All About Uganda Gorillas
Is there any relationship between between gorillas and Human beings in Uganda?
Originally, human beings belonged to the family called Hominidae, at time when the apes where put in another taxonomic family which was named Pongidae. In recent times, the separation between the two was brought about by the separation in anatomy of the human brain which was developed alongside distinct locomotion though this has been declared outdated overtime putting the gorillas very close relatives to human beings, second to Chimpanzees. The gene analysis indicates that man and gorillas differ by 1.6 percent while man with chimpanzees differs by 1.2 percent and for gorillas and chimpanzees, the difference is 1.8 percent.

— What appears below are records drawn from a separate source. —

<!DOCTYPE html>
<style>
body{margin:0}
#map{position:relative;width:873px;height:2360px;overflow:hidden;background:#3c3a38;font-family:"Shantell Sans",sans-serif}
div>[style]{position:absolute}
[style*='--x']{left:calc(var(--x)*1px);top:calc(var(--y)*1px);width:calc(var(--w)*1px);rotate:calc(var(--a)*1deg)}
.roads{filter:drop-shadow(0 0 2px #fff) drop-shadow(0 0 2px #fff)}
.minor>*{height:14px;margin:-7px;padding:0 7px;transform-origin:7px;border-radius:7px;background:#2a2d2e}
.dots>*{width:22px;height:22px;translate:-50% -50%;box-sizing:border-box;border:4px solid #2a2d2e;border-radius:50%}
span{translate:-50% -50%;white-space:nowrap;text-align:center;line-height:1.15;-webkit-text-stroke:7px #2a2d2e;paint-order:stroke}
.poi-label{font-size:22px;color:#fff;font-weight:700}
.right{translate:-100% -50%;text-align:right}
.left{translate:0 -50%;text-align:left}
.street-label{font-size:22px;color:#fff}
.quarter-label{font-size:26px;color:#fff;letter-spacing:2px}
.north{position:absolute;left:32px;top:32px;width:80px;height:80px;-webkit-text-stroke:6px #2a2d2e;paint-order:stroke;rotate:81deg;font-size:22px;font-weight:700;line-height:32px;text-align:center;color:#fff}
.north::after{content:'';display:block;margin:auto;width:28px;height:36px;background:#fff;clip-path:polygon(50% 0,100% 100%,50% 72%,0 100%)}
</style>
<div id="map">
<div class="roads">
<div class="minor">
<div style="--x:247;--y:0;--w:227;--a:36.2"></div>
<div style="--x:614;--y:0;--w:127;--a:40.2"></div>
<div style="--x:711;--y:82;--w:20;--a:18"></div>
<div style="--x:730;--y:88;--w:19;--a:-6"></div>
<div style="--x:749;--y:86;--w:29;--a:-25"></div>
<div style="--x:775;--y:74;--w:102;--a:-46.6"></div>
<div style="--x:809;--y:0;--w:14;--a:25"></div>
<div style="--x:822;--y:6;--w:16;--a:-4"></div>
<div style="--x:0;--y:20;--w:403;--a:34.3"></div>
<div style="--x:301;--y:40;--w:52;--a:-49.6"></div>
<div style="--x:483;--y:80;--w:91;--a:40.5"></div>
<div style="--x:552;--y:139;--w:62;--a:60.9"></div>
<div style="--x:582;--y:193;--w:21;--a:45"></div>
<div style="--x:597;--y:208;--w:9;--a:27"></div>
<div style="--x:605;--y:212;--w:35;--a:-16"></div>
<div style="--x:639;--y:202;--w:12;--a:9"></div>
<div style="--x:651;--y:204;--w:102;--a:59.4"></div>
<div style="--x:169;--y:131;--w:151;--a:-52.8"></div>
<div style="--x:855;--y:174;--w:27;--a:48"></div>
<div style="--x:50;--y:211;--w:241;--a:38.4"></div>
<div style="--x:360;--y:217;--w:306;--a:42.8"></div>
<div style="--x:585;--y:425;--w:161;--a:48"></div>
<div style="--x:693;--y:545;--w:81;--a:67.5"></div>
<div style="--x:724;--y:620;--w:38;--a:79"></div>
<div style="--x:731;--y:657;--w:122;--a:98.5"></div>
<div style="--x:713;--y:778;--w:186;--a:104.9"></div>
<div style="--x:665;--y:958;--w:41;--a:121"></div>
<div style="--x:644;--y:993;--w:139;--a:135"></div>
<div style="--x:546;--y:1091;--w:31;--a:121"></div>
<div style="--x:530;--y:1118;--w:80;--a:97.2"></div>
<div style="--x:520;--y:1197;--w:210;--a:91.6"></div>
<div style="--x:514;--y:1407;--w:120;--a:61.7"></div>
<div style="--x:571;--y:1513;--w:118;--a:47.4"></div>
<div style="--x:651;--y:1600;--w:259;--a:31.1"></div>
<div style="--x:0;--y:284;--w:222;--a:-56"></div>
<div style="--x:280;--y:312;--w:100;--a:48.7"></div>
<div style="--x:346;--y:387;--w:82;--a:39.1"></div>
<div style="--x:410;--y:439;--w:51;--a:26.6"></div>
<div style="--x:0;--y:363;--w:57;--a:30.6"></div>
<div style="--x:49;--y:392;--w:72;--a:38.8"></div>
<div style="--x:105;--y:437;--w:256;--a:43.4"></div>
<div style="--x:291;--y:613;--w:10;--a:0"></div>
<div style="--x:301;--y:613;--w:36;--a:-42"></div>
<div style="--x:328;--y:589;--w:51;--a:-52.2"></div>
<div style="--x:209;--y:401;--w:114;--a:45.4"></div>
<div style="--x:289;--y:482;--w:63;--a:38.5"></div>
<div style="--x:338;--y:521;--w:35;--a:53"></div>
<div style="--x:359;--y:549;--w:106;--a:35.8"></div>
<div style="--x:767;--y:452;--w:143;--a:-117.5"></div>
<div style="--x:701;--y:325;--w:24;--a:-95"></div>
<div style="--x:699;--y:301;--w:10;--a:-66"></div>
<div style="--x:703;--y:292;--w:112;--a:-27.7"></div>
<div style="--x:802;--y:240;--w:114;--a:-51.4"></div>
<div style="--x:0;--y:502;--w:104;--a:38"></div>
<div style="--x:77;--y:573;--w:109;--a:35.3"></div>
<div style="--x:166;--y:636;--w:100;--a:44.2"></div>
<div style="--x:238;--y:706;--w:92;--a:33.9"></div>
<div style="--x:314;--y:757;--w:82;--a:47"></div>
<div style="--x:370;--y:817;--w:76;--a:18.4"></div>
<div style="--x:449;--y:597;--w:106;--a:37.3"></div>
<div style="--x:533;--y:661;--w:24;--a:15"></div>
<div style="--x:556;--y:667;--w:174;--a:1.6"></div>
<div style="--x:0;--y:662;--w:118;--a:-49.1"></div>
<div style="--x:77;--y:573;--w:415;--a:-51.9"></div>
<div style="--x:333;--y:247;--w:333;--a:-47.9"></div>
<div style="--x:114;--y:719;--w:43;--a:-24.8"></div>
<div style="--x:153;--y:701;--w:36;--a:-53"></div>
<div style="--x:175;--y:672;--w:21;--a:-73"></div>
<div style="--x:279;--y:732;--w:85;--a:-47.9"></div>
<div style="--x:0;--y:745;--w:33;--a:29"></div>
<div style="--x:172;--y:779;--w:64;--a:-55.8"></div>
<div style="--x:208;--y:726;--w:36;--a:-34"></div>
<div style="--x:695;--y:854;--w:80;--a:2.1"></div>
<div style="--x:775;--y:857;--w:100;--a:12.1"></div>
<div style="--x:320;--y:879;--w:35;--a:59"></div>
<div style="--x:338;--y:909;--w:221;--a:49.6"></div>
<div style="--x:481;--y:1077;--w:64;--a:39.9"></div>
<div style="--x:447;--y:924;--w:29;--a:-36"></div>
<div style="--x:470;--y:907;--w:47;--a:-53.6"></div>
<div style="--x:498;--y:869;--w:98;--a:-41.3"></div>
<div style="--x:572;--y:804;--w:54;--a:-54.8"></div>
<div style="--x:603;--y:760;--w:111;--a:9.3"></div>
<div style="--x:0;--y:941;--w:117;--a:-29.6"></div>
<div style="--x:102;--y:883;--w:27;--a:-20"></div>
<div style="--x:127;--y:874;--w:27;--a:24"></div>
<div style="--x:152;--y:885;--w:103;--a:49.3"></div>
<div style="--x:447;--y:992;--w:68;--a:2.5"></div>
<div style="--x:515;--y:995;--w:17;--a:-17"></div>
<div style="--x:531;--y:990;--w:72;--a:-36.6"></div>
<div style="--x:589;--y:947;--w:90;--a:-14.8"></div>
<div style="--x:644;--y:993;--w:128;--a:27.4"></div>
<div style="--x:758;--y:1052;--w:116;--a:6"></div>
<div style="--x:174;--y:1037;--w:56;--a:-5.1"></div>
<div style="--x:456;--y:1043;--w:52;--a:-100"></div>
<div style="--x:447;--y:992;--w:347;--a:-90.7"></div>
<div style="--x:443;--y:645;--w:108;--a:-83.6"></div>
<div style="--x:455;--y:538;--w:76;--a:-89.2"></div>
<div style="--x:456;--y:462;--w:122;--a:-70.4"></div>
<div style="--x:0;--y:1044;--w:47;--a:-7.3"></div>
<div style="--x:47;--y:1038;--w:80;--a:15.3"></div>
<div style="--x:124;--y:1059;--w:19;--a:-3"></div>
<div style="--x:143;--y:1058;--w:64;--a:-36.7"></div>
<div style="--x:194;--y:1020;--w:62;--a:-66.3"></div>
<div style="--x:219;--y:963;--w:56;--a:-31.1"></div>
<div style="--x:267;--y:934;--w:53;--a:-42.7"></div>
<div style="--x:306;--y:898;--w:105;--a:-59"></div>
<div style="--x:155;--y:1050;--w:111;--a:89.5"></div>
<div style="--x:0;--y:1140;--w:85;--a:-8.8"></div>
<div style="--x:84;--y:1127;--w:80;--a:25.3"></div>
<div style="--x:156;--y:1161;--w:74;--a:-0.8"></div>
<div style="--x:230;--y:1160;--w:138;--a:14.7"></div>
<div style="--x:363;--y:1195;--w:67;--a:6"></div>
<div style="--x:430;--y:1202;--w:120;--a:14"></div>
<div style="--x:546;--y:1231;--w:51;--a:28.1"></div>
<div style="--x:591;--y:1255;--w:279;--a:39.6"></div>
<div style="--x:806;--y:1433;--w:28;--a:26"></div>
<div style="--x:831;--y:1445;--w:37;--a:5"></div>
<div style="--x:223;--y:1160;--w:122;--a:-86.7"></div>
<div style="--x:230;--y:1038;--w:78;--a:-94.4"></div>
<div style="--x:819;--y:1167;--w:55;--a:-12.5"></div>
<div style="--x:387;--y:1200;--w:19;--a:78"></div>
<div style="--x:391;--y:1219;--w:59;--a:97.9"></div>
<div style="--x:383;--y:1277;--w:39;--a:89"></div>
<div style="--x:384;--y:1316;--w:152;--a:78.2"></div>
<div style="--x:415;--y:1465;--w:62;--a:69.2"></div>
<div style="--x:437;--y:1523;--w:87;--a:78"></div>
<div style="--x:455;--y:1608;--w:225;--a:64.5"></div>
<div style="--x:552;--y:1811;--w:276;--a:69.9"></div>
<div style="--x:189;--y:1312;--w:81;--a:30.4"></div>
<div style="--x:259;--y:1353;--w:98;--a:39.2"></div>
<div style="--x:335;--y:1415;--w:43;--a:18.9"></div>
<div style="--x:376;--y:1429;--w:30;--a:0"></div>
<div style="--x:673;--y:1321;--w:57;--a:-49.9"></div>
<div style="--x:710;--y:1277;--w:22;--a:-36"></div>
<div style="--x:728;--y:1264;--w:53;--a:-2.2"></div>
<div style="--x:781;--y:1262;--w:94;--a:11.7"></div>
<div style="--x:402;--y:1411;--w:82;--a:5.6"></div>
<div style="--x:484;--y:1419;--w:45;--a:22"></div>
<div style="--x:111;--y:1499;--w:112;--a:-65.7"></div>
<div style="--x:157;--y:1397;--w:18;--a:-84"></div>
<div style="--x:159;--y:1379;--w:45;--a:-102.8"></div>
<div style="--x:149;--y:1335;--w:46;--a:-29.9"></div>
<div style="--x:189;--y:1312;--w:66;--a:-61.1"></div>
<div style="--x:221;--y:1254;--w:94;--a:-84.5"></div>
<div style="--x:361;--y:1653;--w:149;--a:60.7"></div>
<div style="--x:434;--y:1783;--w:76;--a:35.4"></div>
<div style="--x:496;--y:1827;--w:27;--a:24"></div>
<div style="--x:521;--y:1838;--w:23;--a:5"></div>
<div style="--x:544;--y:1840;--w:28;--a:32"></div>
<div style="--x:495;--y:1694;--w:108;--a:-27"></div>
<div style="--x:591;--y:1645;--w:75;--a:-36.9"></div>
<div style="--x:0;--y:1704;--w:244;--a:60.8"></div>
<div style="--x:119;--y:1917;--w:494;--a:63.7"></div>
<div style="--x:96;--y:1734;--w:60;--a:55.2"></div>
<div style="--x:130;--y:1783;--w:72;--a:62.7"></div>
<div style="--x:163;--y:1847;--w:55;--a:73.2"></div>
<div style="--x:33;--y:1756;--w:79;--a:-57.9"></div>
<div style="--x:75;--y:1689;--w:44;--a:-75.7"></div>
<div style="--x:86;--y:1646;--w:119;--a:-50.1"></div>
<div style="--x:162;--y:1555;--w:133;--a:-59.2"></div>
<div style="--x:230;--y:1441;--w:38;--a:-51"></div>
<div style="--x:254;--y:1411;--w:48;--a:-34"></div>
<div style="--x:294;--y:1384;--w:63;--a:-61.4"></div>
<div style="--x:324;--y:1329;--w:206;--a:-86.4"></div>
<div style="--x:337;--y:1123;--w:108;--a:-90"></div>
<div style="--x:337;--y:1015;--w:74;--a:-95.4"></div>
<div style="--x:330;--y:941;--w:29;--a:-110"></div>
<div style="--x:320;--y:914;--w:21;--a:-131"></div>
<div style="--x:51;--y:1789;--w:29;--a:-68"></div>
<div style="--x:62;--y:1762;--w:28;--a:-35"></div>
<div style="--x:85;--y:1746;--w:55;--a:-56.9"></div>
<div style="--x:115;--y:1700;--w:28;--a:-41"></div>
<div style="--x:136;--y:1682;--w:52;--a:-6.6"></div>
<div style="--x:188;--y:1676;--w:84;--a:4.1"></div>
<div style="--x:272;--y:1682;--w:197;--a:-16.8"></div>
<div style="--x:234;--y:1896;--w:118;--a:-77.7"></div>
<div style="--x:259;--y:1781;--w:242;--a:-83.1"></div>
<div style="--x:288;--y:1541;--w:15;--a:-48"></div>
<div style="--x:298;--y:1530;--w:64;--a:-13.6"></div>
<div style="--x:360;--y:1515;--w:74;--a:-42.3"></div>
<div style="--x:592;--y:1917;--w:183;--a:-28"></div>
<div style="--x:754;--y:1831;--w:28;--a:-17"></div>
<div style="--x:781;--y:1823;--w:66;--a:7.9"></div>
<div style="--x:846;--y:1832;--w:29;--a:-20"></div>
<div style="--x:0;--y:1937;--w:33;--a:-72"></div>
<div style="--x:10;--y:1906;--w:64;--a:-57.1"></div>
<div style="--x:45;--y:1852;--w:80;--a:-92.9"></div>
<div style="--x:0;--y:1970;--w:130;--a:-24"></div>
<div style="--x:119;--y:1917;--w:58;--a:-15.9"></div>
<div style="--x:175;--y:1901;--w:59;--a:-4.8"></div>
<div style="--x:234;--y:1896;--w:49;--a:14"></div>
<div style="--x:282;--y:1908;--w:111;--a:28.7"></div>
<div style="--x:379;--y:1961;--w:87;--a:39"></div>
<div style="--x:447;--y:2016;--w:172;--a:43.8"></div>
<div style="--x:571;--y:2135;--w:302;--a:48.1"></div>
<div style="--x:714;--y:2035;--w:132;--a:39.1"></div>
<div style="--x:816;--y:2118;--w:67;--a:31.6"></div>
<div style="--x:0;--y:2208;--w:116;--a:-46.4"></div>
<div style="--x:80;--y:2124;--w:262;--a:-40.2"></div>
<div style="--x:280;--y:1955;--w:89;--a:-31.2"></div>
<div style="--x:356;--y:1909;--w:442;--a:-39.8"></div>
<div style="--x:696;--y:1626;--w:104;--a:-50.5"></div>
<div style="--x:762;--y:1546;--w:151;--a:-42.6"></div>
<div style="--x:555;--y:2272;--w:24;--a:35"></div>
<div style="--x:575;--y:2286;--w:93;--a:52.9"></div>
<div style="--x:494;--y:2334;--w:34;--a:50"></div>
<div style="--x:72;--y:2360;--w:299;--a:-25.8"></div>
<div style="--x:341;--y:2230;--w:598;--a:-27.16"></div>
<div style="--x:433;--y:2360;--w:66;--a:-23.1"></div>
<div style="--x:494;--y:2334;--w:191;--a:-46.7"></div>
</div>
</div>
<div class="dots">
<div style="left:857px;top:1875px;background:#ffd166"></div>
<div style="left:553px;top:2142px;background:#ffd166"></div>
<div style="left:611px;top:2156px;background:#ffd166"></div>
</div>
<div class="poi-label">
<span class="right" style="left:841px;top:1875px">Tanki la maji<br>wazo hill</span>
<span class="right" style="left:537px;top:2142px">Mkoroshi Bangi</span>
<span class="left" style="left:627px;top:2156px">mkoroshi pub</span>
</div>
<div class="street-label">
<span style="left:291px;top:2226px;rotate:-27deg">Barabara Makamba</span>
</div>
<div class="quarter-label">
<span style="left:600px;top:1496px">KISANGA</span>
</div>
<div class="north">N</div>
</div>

What are the different threats to Mountain gorillas in Uganda?
They are critically endangered species and very sensitive to environmental alterations especially there in their habitants. Poachers tend to set wire snares to catch the duiker and in the long run, gorillas become victims instead. They do lose their hands and feet and this results into their death. On the other hand, the western gorillas are hunted for their meat by the local community despite of the fact it is illegal to hunt. Habitat loss which are ever increasing as a result of rain forest deforestation creates very small patches of isolated forest and these are inadequate for the gorillas.